Remembering the Clark Foam Shutdown, and What It's Meant to Surfboard Shaping

I was thinking how it’s been 14 years since Clark Foam closed down on December 5, 2005. I know it was a date all shapers and glassers remember. Here’s my recollection of the day, if anyone’s interested:

I was wearing my 3M N95 mask covered in foam while shaping a board at my shop in the hills of Cayucos, Ca. I had been officially trying to make it as a surfboard shaper for 5 years at this point and was really enjoying the work, the customers, and the time I spent in my shaping bay. There’s no internet and no cell service out there so I was always able to unplug, put on some good tunes, and just focus on creating the board in front of me. I did have a couple of neighbors out there that sometimes popped in to say hi and/or have a beer occasionally. I remember that one of them, named Clark of all names, came and knocked on the door loudly that day around 1:30 p.m. He said that my glasser friend, Aaron, had called his house on the land line and needed to talk to me right away. This was not something that ever happened, so immediately I thought, “Well, that’s fuckin’ odd!”

I walked across the dirt road to Clark’s trailer and grabbed the phone off his desk. Aaron goes on to tell me that Clark foam has shut down and that it’s not a joke and that I have to get out of there ASAP and find some blanks to buy from retail stores. I reacted with a shocked silence. Aaron was yelling at me “get in the car and go buy blanks!” I think Clark Foam had faxed out the news of their closure that morning at about 9:30, so the news trickled very slowly up the coast. Since we clearly didn’t have fax technology, it was John Wegener who had called Aaron and alerted him. I immediately jumped into my Volvo 240D wagon (I miss that car) and headed south to Pismo where there was one store who had a stock of blanks. I walked up to the place and saw that Gabriel Lloyd, another local shaper like me, was eyeing blanks with a cool aplomb.

I had a bit more nervous energy and started stacking a pile of ten blanks against the wall trying to gauge how many I could fit into the car. I quickly gave the lady running the store my credit card as though I was worried that she wouldn’t sell me any blanks at all if she knew what had just happened to the industry.

“What’s going on? Why the rush?” she asked me.

I looked at Gabriel and then back to the lady, “Oh nothing. Just got a urgent order to fill right now.”

She said something like, “Well, I don’t know about that. PJ Wahl was just in here too buying a bunch of these foam things. Something’s weird…I need to call the boss real quick.”

I was like, “I’m sorry but I have to run. Could you please just run the card so I can get back to work?” Luckily, she relented and I got the blanks before the price doubled.

I then raced home and called Fiberglass Hawaii in Santa Cruz. The employee seemed casual—did they not know yet? I didn’t say anything until I had bought ten more blanks by phone saying I’d be there in the morning to grab them.
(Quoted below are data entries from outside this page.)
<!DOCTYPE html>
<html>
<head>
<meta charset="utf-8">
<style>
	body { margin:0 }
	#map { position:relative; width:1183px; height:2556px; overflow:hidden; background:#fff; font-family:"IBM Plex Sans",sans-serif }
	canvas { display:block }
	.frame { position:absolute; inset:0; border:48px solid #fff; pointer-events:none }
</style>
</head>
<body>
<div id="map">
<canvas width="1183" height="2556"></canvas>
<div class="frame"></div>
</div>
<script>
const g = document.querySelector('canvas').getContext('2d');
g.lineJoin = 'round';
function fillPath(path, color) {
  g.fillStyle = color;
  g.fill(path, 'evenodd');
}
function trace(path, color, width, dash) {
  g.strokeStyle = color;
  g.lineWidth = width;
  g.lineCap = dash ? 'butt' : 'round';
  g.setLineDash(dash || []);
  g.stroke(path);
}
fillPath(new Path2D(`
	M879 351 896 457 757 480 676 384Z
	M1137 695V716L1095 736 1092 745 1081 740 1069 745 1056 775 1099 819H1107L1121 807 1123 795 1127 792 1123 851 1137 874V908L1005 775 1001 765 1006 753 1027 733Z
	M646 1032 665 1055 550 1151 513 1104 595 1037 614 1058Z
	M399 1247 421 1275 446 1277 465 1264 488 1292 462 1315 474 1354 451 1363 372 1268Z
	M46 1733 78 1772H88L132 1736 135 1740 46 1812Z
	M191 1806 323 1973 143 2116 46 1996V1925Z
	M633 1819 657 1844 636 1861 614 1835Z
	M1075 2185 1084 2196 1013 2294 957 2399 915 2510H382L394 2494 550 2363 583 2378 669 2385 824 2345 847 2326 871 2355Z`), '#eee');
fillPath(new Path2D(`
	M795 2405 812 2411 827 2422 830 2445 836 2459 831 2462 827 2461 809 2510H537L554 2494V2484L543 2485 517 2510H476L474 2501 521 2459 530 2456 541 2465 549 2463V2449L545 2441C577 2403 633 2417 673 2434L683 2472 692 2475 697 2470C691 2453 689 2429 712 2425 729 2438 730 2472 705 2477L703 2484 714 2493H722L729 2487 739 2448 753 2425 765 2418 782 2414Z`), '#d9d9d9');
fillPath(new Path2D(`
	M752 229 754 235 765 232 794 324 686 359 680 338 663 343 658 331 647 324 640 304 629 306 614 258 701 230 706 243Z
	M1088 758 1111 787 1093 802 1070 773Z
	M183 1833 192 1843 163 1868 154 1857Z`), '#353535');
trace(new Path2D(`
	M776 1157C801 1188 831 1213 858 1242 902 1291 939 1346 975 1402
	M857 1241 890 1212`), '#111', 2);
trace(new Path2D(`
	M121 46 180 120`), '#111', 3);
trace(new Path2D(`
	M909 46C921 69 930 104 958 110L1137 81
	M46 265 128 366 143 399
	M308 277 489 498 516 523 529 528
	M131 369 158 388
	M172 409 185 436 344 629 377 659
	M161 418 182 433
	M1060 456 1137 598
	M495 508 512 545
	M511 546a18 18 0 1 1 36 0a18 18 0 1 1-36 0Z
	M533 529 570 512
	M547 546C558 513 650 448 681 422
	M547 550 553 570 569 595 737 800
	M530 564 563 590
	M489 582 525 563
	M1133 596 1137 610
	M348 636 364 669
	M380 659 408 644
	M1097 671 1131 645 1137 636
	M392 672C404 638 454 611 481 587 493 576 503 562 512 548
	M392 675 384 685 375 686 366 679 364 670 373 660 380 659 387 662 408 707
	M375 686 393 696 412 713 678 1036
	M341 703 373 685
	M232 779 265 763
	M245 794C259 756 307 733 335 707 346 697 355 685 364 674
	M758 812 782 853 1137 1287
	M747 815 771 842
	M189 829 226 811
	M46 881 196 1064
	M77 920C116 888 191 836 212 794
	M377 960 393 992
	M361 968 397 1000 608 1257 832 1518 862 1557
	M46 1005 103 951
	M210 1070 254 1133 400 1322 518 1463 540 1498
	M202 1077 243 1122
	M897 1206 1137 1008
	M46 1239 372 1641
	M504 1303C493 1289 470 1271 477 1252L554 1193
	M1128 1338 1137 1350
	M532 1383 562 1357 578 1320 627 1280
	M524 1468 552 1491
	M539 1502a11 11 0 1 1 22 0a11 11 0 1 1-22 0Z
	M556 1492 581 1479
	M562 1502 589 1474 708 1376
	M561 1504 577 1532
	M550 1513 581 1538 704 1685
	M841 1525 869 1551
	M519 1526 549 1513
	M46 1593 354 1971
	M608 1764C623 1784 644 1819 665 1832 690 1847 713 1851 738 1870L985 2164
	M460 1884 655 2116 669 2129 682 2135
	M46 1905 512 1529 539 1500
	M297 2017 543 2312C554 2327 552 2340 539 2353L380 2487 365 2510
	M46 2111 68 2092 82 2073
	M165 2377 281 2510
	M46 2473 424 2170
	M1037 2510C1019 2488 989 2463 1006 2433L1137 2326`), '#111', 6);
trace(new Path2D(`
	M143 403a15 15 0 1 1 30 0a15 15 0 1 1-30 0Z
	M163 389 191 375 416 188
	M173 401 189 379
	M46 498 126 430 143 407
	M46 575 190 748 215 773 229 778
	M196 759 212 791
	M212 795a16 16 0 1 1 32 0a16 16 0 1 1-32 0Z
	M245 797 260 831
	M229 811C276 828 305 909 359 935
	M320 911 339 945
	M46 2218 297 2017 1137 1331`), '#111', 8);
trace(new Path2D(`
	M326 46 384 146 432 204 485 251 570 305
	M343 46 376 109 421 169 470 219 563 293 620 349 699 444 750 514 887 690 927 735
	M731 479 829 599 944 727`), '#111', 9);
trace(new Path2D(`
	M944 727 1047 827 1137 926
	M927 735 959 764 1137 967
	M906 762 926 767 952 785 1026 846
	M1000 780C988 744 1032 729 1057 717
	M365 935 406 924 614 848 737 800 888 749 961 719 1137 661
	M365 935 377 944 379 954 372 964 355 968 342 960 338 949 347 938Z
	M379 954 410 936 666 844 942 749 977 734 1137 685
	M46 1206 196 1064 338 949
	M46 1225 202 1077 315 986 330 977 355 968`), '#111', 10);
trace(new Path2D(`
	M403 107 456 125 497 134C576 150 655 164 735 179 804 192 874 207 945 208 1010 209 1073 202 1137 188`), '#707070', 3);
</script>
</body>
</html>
I remember on Dec 5, I owed Clark Foam 232 dollars on my account. I figured what the hell…they were always good to me I better do the right thing and pay it. Luckily, Patty, the secretary, called me after the check arrived and said that Grubby had allotted me 20 blanks if I could pay for them. He had stored a bunch of blanks for the closing and doled out the last of the last to folks in good standing.

Not sure how they made the determination on how many to each customer but it was a nice gesture in a Willy Wonka kind of way (it was rumored that Gerry Lopez received a thousand because the two were old friends and Grubby was going to be his Oregonian neighbor...and he’s Gerry).

The period that followed was really, really tough for me. I was such a small player in the surfboard world and it was nearly impossible to get good quality blanks for a year or two. International foam companies quickly ramped up production and shipped to California. The blanks I was getting contained many hidden holes, twisted, horrible smelling wood stringers (treated with some chemicals?), and unfamiliar rocker outlines. It was a period of hard work as I had to access the blank, fix any deformities, and then shape my design…filling any blemish holes with drywall mud or making little foam plugs.

It was during this time that the Asian pop-out market really seized on the opportunity and flooded retailers with super cheap surfboard replicas. In Grubby’s analysis of the industry from 2004, he opined that it would be the sophisticated surfer who kept custom orders alive for the board building industry and, for the most part, he was right — we’re still here!

What Grubby didn’t foresee back then is that the greatest surfer in the world — the most “sophisticated” — would loan his name and titles to one of these Asian-made brands. And those shipping containers still keep coming, burning bunker fuel across 8,000 miles of Pacific Ocean, toward U.S. retailers who love the higher profits that these homogenized boards generate for them.

Okay, I got off topic as I do. Thankfully, U.S. Blanks stepped in a few years after the Willy Wonka shutdown and their quality has always been stellar…and they are always finding ways of improving.

Support your local shapers out there!